What the task asks - With both ends included, transcribe exactly the records below from their first line to the line that contains "height:18px; margin:-9px; padding:0".

Available data -
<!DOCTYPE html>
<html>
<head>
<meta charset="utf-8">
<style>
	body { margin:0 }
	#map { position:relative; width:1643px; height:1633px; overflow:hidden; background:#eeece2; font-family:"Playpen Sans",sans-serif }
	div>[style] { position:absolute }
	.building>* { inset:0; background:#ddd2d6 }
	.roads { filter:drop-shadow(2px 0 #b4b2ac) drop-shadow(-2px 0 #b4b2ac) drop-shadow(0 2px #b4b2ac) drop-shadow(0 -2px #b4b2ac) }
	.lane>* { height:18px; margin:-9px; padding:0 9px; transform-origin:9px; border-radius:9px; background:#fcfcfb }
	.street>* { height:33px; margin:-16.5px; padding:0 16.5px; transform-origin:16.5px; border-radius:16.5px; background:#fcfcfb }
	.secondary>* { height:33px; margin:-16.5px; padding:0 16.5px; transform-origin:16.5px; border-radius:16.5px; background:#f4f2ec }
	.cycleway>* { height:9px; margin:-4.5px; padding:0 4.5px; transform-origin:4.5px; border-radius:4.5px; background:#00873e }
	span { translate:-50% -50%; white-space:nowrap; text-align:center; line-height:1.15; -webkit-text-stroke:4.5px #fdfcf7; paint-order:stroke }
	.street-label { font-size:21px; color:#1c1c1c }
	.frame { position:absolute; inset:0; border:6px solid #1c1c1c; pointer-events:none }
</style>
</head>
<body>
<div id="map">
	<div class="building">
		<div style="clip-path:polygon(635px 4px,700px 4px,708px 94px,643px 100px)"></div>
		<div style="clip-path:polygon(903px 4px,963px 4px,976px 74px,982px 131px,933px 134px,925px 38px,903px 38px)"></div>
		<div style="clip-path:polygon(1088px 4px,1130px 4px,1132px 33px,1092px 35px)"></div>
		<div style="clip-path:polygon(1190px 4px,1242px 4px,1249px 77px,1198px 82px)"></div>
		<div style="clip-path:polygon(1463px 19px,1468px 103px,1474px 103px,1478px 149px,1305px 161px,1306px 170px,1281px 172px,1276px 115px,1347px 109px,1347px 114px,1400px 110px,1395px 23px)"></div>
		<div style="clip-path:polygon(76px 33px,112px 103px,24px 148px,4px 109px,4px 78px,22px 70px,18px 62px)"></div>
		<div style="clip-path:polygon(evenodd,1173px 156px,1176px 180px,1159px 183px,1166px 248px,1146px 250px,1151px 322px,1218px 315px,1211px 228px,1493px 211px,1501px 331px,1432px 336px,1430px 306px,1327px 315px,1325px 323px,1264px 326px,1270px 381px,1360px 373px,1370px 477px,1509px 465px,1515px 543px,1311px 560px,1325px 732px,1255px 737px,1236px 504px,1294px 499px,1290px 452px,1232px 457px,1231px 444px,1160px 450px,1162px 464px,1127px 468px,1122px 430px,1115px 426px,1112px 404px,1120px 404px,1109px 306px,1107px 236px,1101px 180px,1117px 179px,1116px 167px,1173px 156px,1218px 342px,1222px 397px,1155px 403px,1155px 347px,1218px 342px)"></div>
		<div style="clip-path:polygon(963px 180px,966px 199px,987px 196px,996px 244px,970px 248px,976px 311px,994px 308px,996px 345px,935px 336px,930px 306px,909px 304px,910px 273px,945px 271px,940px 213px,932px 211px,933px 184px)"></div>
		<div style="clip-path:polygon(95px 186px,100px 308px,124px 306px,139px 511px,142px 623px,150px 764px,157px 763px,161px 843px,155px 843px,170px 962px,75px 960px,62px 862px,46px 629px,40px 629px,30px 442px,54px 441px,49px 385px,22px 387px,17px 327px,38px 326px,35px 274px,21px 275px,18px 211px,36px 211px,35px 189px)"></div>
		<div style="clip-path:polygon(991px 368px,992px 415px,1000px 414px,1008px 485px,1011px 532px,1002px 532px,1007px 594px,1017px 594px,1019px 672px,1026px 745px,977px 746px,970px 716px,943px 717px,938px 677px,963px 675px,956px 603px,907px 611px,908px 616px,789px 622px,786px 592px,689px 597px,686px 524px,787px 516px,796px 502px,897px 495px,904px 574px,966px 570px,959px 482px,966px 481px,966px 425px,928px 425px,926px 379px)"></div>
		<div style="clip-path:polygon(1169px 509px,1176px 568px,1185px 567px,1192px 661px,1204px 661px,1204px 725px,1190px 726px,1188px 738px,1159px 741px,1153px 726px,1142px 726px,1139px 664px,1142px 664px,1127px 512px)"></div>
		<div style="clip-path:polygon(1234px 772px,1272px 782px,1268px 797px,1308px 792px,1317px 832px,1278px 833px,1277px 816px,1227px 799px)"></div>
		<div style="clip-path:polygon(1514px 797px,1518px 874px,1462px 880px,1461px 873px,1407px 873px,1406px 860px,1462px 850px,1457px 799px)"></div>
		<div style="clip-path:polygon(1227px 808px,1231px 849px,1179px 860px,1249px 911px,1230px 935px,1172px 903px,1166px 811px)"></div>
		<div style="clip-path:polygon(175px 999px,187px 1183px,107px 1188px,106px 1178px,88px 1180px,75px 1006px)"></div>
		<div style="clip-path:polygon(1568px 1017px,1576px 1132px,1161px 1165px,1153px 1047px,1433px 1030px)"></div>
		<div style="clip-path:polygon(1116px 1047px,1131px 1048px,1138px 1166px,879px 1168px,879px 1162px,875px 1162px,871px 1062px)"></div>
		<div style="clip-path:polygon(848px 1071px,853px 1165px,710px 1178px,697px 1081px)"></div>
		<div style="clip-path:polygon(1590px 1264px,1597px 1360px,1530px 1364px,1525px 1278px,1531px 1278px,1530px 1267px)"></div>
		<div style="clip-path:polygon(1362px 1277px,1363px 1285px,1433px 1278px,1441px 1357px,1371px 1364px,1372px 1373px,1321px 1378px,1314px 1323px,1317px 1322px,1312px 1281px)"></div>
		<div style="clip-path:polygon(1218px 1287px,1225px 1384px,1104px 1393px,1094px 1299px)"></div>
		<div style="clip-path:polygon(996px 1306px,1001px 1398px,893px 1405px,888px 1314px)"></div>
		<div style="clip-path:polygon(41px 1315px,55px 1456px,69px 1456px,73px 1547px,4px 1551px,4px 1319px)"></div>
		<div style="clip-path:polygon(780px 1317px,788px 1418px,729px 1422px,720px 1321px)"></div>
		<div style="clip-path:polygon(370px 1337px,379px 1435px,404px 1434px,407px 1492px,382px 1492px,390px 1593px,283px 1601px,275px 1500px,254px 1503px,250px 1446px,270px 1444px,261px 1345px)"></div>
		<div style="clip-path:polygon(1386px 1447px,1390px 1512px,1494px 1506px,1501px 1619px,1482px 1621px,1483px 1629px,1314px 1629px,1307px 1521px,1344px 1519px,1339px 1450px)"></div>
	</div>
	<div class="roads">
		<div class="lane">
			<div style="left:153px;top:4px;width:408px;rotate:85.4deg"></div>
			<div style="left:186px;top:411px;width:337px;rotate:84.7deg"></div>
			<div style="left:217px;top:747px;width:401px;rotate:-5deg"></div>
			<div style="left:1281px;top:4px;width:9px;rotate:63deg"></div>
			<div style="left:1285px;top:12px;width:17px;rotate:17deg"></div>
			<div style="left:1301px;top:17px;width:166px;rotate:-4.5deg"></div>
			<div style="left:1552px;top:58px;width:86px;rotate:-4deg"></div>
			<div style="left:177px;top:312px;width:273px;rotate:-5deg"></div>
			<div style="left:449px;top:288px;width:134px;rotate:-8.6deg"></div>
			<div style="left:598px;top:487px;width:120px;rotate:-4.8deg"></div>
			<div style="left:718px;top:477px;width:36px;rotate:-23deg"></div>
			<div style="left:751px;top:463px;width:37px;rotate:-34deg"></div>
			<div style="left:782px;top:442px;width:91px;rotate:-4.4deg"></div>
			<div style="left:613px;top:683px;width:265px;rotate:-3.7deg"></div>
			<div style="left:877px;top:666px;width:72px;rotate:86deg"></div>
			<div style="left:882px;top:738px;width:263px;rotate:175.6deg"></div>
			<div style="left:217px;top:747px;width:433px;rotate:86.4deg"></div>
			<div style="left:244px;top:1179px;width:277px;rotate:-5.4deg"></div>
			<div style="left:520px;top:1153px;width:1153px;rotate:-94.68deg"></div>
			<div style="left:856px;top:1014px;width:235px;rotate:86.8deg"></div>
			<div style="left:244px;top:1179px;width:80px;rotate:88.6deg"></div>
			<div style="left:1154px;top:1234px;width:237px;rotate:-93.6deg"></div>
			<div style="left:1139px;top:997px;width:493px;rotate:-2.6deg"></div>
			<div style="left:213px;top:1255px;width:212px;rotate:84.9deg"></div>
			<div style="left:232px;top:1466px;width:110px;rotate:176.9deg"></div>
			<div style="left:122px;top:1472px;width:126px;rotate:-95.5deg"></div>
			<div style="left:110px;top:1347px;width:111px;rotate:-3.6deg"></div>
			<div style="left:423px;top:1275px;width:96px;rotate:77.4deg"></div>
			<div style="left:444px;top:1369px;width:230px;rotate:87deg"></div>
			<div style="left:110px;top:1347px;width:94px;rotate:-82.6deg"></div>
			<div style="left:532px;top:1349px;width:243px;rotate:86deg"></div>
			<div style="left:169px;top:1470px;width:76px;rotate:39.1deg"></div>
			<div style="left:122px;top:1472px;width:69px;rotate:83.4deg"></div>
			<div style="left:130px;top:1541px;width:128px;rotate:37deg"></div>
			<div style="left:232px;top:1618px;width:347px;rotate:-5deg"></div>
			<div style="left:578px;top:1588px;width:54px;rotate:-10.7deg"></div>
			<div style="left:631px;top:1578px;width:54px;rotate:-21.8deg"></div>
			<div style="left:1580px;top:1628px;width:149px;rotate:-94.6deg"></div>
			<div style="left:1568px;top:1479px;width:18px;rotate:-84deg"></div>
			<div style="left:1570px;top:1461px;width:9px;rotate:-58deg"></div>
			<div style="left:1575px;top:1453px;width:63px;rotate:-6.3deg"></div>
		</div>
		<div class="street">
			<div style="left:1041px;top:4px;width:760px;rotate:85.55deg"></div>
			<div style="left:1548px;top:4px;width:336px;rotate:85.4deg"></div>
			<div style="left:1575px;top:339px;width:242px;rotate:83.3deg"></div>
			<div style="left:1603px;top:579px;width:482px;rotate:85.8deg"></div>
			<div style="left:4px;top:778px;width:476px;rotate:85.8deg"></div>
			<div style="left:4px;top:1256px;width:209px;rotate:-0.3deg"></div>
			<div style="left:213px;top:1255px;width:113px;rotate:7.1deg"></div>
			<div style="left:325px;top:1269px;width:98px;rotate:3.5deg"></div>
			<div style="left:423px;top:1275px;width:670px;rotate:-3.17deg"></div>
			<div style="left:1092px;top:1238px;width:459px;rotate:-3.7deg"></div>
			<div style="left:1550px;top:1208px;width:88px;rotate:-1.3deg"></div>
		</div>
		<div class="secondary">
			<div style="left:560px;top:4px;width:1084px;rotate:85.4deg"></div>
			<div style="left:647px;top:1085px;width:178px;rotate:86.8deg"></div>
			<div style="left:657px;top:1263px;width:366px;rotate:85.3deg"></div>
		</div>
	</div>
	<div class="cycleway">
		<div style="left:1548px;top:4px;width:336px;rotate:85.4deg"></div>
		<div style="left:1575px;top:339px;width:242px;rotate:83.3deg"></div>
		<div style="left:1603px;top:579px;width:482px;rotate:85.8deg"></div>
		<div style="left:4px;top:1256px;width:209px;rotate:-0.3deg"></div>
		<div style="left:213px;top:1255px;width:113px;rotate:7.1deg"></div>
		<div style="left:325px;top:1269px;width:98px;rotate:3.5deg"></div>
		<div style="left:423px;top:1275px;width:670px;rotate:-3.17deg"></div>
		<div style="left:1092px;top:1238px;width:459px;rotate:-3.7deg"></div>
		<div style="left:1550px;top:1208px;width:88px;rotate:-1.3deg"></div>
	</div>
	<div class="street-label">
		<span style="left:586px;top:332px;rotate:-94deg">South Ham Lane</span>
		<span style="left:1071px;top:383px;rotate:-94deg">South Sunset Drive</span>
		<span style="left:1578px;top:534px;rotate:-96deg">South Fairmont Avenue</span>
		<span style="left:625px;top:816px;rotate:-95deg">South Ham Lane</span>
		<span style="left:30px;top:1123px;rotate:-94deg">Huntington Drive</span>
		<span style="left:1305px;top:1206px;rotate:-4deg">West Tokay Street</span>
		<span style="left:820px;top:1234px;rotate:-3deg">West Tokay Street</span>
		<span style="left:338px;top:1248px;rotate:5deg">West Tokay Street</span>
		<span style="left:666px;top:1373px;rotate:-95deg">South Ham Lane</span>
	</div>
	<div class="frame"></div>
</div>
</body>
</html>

Reply -
<!DOCTYPE html>
<html>
<head>
<meta charset="utf-8">
<style>
	body { margin:0 }
	#map { position:relative; width:1643px; height:1633px; overflow:hidden; background:#eeece2; font-family:"Playpen Sans",sans-serif }
	div>[style] { position:absolute }
	.building>* { inset:0; background:#ddd2d6 }
	.roads { filter:drop-shadow(2px 0 #b4b2ac) drop-shadow(-2px 0 #b4b2ac) drop-shadow(0 2px #b4b2ac) drop-shadow(0 -2px #b4b2ac) }
	.lane>* { height:18px; margin:-9px; padding:0 9px; transform-origin:9px; border-radius:9px; background:#fcfcfb }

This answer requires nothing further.